Aim of the task.
With the pictures set aside, write out all of the data exactly as it stands.

Information shown.
========================================================================

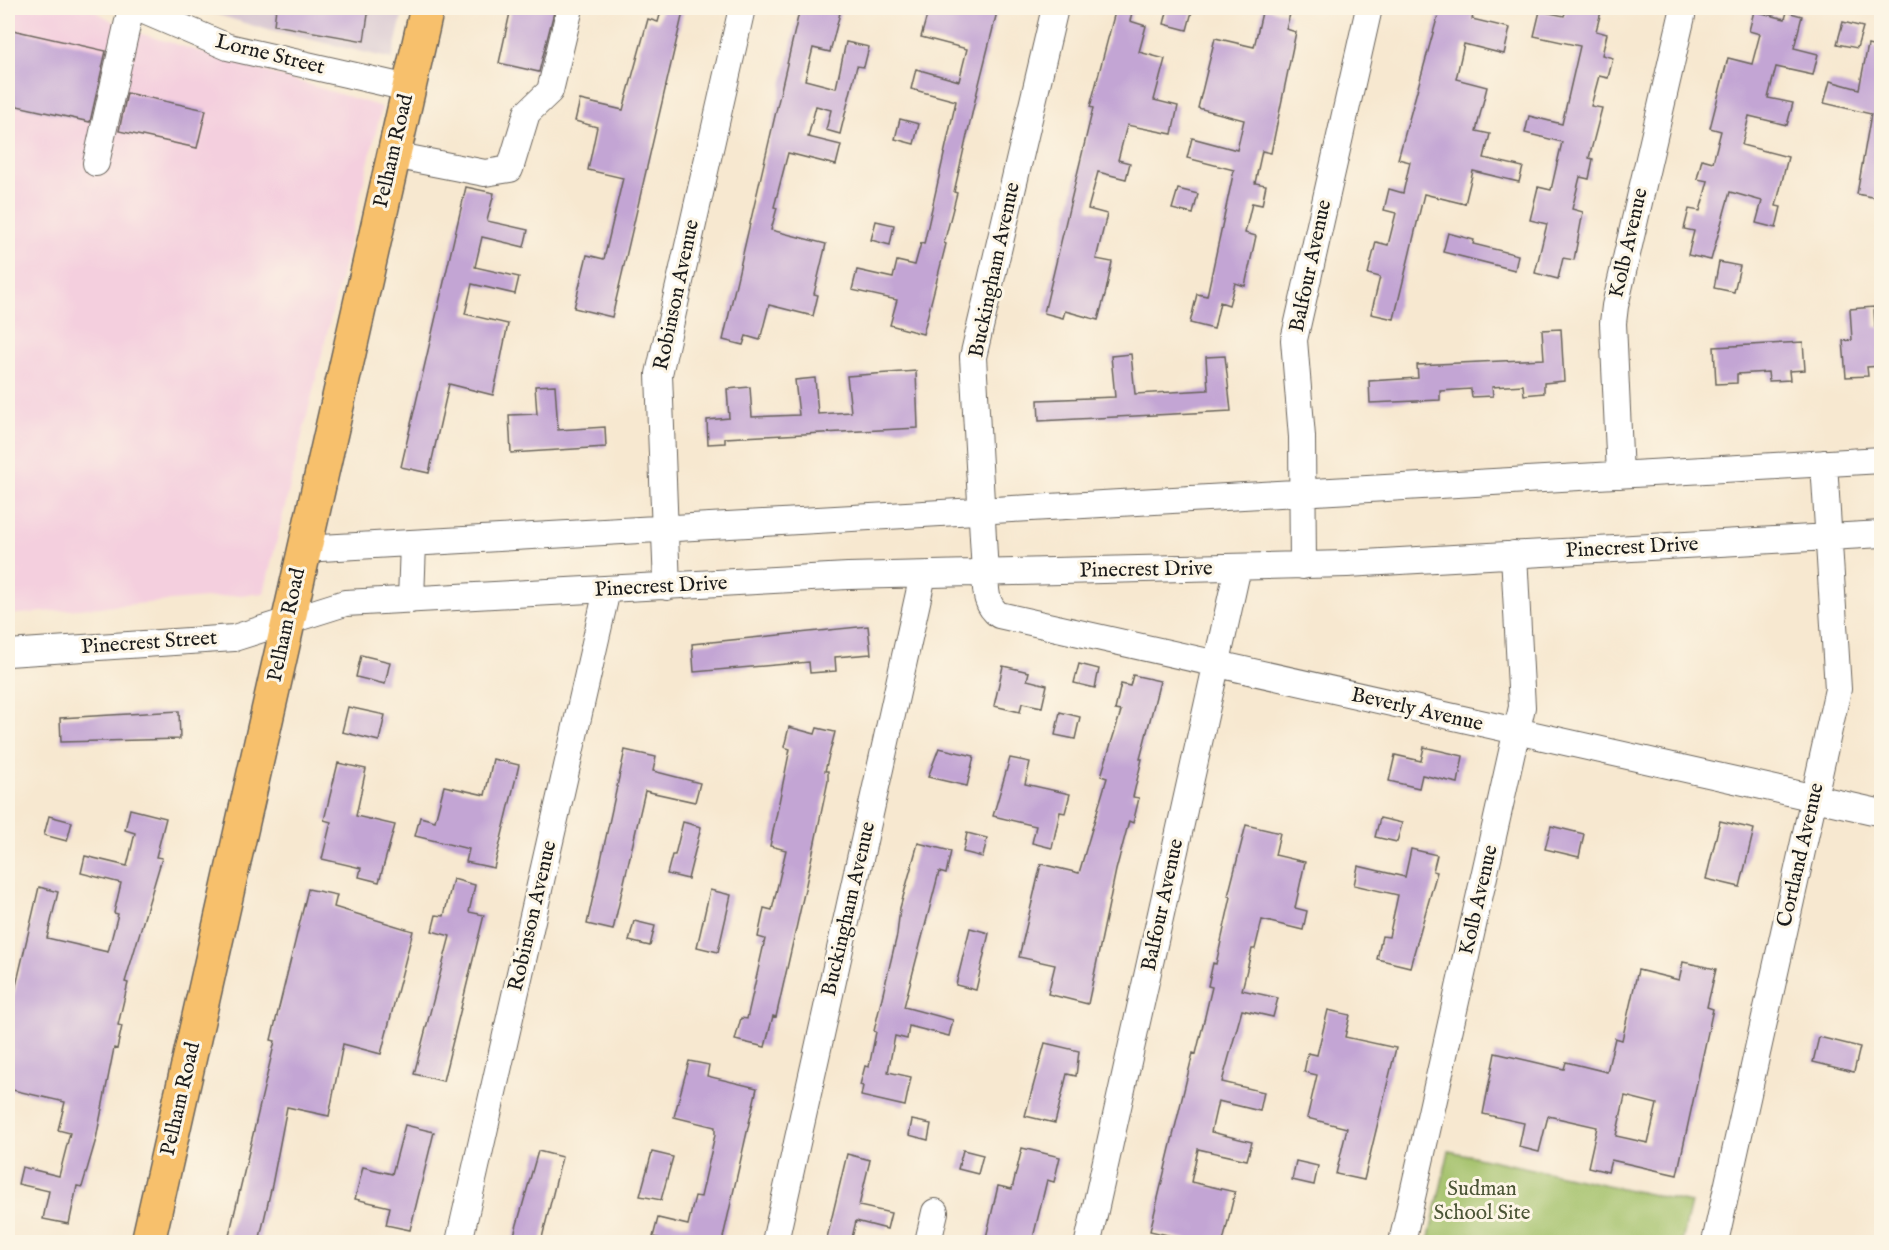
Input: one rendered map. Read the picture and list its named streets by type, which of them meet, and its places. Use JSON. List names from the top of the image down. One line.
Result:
{"streets":{"main road":["Pelham Road"],"street":["Lorne Street","Kolb Avenue","Balfour Avenue","Buckingham Avenue","Robinson Avenue","Pinecrest Drive","Pinecrest Street","Beverly Avenue","Cortland Avenue"]},"crossings":[["Lorne Street","Pelham Road"],["Pelham Road","Pinecrest Drive"],["Pelham Road","Pinecrest Street"],["Kolb Avenue","Pinecrest Drive"],["Kolb Avenue","Beverly Avenue"],["Balfour Avenue","Pinecrest Drive"],["Balfour Avenue","Beverly Avenue"],["Buckingham Avenue","Pinecrest Drive"],["Buckingham Avenue","Beverly Avenue"],["Robinson Avenue","Pinecrest Drive"],["Pinecrest Drive","Pinecrest Street"],["Pinecrest Drive","Beverly Avenue"],["Pinecrest Drive","Cortland Avenue"],["Beverly Avenue","Cortland Avenue"]],"parks":["Sudman School Site"]}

========================================================================

Answer for the task.
Input: one rendered map. Read the picture and list its named streets by type, which of them meet, and its places. Use JSON. List names from the top of the image down. One line.
Result:
{"streets":{"main road":["Pelham Road"],"street":["Lorne Street","Kolb Avenue","Balfour Avenue","Buckingham Avenue","Robinson Avenue","Pinecrest Drive","Pinecrest Street","Beverly Avenue","Cortland Avenue"]},"crossings":[["Lorne Street","Pelham Road"],["Pelham Road","Pinecrest Drive"],["Pelham Road","Pinecrest Street"],["Kolb Avenue","Pinecrest Drive"],["Kolb Avenue","Beverly Avenue"],["Balfour Avenue","Pinecrest Drive"],["Balfour Avenue","Beverly Avenue"],["Buckingham Avenue","Pinecrest Drive"],["Buckingham Avenue","Beverly Avenue"],["Robinson Avenue","Pinecrest Drive"],["Pinecrest Drive","Pinecrest Street"],["Pinecrest Drive","Beverly Avenue"],["Pinecrest Drive","Cortland Avenue"],["Beverly Avenue","Cortland Avenue"]],"parks":["Sudman School Site"]}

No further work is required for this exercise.